A importância de manter a unidade do Mercosul

A insatisfação do Uruguai com o Mercosul tem a ver com o fato que o país, o menor em território e população do bloco que integra ao lado de Argentina, Brasil e Paraguai (que também tem a Bolívia como estado associado e a Venezuela como membro pleno, porém atualmente suspensa do grupo), não tem uma economia de peso se comparado aos demais. “Isso faz com que o Uruguai precise estar sempre ‘valorizando o passe’, se não ele fica esquecido”, explica Faria. 

Além disso, como não conta com a mesma estrutura industrial da Argentina e do Brasil, o Uruguai vê vantagem em uma maior liberalização comercial, enquanto os dois outros países são relutantes em abrir seus mercados por causa de uma pressão do setor industrial.

Segundo Faria, a criação do Fundo para a Convergência Estrutural do Mercosul (FOCEM) – onde principalmente Brasil e Argentina depositam recursos, enquanto o Uruguai retira dinheiro para financiar obras e infraestrutura – é resultado de uma mobilização do país para tornar o Mercosul mais vantajoso para si. Criado no final de 2004, o FOCEM opera por um sistema de contribuições e distribuição de recursos de forma inversa: os países do bloco com maior desenvolvimento econômico relativo realizam contribuições maiores e, por sua vez, os países com menor desenvolvimento econômico relativo recebem os maiores recursos para o financiamento de seus projetos. 

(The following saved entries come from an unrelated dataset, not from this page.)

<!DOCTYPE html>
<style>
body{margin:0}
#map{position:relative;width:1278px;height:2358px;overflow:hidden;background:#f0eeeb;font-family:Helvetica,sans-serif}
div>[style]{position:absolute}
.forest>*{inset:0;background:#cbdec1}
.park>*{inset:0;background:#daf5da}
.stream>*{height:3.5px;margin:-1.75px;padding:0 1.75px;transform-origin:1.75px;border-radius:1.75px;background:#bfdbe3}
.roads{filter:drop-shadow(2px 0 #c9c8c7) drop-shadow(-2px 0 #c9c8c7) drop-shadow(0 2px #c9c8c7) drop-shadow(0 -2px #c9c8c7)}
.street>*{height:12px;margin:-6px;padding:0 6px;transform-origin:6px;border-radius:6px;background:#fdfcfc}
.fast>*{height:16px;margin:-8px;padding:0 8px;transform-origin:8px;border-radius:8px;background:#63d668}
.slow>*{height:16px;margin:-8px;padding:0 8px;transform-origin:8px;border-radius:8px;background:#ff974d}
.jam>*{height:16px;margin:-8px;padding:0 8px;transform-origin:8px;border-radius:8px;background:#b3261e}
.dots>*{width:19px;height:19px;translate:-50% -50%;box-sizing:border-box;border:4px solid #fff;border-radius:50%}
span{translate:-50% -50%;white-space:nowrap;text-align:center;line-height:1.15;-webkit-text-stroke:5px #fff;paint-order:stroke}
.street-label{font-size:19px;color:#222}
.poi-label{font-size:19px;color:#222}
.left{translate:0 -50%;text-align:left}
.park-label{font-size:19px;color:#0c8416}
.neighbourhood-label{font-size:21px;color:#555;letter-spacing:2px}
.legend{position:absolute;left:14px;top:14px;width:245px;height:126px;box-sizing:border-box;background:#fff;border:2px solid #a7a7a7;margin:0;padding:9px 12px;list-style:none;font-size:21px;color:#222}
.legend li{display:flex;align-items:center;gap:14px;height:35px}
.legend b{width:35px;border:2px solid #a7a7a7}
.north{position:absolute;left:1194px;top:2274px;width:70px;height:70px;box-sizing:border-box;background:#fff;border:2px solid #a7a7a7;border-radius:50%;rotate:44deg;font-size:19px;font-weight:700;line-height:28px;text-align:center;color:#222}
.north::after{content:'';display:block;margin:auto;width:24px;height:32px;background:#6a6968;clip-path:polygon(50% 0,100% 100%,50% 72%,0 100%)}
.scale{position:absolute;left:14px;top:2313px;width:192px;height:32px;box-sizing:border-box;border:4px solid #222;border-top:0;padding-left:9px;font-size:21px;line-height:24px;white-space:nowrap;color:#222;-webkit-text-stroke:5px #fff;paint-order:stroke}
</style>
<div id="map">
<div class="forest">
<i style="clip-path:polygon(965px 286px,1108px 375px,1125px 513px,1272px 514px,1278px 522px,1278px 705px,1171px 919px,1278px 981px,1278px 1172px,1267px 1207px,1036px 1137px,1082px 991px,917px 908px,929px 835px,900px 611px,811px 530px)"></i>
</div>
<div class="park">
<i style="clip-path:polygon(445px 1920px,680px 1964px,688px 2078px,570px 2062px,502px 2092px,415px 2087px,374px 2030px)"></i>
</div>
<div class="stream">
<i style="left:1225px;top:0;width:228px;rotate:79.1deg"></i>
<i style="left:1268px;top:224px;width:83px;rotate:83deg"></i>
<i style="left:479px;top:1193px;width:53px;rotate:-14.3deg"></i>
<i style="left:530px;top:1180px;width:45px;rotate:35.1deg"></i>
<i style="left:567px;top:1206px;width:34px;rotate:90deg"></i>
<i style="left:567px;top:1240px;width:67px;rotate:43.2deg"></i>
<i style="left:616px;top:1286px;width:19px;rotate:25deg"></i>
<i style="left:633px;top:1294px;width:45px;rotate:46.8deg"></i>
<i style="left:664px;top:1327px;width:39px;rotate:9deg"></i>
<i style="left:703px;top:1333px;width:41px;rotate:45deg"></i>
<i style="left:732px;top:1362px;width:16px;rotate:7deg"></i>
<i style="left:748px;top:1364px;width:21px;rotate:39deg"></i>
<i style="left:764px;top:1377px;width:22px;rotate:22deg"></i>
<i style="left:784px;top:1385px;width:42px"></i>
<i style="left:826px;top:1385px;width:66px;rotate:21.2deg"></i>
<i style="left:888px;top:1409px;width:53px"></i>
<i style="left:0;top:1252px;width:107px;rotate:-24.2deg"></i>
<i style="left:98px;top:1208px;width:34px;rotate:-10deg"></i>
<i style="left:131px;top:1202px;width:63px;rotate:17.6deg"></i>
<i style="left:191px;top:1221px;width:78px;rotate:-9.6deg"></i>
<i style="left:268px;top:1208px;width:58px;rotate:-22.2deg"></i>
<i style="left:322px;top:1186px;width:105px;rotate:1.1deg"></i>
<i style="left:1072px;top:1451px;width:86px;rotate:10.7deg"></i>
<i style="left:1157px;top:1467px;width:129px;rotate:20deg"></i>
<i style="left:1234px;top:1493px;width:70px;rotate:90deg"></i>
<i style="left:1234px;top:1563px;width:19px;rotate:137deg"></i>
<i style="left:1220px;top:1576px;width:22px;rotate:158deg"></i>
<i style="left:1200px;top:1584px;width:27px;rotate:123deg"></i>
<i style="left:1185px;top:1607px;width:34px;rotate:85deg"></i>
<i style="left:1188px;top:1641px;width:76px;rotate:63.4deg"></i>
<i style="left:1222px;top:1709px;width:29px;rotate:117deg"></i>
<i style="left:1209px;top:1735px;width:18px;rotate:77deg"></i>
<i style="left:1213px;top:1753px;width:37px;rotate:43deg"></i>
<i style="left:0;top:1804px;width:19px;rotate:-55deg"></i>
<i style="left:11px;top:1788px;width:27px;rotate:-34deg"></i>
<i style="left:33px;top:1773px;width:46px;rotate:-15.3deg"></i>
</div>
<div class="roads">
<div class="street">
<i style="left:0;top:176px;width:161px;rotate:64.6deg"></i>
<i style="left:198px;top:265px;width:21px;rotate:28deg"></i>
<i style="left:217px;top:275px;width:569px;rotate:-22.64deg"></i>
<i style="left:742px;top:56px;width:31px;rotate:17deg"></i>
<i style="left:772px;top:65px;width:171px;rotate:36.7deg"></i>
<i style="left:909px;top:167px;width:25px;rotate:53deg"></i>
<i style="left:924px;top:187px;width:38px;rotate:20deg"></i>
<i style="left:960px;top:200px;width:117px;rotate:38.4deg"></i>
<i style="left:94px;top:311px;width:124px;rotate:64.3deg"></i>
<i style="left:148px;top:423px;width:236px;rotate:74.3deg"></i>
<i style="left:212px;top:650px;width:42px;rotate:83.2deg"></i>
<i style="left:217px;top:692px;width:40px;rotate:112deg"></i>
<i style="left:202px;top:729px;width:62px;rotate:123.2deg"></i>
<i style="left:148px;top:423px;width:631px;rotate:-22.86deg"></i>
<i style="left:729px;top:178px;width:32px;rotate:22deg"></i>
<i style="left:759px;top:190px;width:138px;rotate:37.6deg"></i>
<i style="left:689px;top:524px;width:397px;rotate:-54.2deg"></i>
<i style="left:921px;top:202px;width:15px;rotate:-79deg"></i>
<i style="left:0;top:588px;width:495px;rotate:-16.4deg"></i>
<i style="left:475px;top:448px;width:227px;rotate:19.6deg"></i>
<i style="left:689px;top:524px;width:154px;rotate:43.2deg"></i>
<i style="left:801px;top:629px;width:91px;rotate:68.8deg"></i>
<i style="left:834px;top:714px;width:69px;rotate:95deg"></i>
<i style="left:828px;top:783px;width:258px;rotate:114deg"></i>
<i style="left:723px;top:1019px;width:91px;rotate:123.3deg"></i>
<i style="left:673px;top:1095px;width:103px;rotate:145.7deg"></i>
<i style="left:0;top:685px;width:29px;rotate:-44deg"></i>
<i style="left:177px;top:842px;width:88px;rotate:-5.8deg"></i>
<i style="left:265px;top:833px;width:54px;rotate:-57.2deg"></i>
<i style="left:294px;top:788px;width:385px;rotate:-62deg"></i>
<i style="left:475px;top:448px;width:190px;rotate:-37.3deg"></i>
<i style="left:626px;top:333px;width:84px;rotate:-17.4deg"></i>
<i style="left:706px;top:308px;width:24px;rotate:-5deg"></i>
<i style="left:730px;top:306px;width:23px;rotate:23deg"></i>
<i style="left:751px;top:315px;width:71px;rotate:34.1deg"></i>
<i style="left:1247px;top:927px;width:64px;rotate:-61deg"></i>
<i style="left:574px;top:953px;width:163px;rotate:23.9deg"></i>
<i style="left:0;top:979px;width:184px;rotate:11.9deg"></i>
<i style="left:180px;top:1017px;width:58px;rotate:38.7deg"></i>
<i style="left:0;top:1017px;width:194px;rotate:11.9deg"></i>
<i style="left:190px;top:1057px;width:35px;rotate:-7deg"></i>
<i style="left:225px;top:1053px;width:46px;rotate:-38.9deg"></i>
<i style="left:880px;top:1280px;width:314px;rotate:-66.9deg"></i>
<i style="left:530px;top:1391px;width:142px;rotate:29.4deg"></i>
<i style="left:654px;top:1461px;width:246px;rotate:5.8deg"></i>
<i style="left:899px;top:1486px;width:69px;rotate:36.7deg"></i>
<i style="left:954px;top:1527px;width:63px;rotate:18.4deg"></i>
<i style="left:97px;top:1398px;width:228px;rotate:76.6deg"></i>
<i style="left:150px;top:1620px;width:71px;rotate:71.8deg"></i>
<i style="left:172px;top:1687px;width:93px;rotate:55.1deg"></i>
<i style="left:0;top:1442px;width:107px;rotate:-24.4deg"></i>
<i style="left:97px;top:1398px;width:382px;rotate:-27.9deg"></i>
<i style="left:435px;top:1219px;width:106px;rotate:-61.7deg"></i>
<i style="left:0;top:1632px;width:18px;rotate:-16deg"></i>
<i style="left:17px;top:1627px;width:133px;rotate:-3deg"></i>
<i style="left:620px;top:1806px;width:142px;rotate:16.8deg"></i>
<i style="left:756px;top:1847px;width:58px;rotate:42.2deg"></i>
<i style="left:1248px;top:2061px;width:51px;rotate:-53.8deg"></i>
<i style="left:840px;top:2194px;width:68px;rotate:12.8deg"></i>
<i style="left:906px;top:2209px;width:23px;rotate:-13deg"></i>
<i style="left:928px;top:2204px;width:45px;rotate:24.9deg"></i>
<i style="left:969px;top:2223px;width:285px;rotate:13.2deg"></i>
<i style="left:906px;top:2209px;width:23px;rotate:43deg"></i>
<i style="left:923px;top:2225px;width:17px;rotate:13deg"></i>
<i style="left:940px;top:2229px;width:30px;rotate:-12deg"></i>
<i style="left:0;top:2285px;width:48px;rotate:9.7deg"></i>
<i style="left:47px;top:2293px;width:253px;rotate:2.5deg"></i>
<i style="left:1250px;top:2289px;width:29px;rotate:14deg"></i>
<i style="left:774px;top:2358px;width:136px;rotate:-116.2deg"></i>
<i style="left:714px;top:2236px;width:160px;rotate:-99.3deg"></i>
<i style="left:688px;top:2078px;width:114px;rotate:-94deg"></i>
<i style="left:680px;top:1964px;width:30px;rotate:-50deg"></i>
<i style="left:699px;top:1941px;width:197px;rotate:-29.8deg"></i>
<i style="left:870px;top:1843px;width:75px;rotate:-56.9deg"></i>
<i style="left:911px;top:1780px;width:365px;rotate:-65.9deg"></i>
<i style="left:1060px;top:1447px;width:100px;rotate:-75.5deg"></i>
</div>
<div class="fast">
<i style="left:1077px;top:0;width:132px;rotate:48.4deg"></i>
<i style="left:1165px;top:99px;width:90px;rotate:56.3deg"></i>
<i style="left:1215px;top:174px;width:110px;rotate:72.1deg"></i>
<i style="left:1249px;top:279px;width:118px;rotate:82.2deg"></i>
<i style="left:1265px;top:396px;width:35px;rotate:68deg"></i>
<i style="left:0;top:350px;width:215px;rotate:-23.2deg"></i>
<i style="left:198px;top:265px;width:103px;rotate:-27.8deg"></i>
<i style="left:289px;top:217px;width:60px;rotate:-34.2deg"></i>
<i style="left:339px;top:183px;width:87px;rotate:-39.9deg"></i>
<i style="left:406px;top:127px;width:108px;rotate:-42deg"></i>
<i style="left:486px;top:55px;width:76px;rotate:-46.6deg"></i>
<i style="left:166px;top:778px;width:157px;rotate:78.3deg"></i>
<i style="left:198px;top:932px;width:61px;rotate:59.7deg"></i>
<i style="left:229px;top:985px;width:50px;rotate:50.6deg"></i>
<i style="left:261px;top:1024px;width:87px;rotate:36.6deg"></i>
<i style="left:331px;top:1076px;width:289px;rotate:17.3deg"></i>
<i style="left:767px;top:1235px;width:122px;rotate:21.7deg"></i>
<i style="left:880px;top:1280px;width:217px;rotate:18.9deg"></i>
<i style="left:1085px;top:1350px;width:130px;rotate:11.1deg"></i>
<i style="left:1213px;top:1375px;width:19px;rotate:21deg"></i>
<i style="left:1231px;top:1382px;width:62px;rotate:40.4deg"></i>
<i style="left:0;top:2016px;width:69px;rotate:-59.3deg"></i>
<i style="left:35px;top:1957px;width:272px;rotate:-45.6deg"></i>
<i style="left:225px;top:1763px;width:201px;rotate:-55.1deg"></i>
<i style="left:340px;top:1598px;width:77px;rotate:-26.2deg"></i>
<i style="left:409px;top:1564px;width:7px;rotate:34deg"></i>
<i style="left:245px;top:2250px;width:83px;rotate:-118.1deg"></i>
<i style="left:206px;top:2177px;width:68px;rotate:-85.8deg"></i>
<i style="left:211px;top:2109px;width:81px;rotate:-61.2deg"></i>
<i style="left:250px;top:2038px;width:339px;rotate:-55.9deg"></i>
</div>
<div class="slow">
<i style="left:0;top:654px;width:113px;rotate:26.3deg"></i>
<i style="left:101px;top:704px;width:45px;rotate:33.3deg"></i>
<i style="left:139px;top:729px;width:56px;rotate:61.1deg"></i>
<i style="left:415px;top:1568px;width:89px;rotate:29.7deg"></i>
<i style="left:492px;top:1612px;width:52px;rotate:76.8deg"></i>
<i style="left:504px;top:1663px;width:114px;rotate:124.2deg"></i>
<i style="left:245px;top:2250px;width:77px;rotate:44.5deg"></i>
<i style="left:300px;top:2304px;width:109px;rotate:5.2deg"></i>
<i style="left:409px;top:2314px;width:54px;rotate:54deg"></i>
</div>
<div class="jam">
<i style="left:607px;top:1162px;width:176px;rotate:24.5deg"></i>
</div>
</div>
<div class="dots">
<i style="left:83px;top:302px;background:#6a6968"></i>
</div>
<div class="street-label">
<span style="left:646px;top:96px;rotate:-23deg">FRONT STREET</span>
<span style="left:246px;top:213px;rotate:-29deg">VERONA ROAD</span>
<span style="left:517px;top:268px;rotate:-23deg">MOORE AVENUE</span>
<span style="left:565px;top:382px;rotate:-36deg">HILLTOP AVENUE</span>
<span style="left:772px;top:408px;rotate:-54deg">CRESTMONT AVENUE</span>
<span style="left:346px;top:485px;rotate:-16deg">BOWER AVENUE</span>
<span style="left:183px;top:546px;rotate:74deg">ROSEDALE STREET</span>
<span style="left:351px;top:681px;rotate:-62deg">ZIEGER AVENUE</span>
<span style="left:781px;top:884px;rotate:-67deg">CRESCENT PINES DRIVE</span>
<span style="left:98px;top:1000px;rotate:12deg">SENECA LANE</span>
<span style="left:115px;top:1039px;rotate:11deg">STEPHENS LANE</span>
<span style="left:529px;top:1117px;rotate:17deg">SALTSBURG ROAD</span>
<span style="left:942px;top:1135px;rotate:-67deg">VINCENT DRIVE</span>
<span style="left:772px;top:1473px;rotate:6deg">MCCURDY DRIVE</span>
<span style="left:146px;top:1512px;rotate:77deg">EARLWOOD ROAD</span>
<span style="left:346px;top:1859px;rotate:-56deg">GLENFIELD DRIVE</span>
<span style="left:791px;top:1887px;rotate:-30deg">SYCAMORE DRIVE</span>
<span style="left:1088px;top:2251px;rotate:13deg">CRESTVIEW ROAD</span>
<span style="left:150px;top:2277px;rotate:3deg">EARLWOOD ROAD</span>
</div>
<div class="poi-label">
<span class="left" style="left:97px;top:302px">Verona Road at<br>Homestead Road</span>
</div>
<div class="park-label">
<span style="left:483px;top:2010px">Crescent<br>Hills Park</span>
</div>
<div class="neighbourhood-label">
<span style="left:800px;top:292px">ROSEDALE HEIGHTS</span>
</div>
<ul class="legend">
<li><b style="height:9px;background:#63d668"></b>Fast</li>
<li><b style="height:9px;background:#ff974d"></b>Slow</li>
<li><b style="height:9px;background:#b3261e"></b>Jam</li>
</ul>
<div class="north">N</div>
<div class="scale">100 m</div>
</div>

Em janeiro, Lula foi a Montevidéu com a missão de evitar o acordo entre Uruguai e China – segundo o professor Luiz Faria, a visita foi bem-sucedida. “É importante preservar a unidade do Mercosul. Mas o Uruguai teria mais a perder do que a ganhar saindo do bloco”, afirma. 

De certo modo, o próprio governo uruguaio reconhece que a negociação conjunta tende a ser mais benéfica no longo prazo, mas vem pressionando por discordar das taxas alfandegárias que existem atualmente. “A decisão uruguaia é avançar com um Tratado de Livre Comércio. Se for com o Mercosul é melhor, todos sabem da força que (os países do bloco) podem ter juntos”, reconheceu o presidente Luis Lacalle Pou em janeiro, deixando as portas abertas tanto a uma negociação conjunta quanto à sequência das conversas independentes.

O Mercosul como um todo também seria prejudicado na saída do Uruguai: a política atual do bloco é de ampliação. Atualmente, a Bolívia está em estágio avançado de negociação para deixar de ser um estado associado e passar a fazer parte como membro pleno do Mercosul – falta apenas a aprovação do Congresso brasileiro para tanto. 

A relação com outros países sul-americanos, com Lula na presidência, deve ser “radicalmente diferente” de como era com Bolsonaro, afirma Faria. “O governo anterior virou as costas para a América do Sul. Queria desenvolver relações com os Estados Unidos e a Europa Ocidental. Como era um governo que não tinha política industrial, o fato de a nossa indústria precisar do mercado da América do Sul não era importante para Bolsonaro”, afirma.

Uma das primeiras medidas que Lula tomou na direção contrária da postura do ex-presidente foi providenciar a volta do Brasil à União de Nações Sul-Americanas (Unasul), formalizada em 6 de abril. Em 2019, Bolsonaro havia retirado o Brasil da organização, estabelecida em 2008 para ser um espaço de “integração e união no âmbito cultural, social, econômico e político” entre seus países-membros. Um dos objetivos da Unasul é eliminar a desigualdade socioeconômica na região.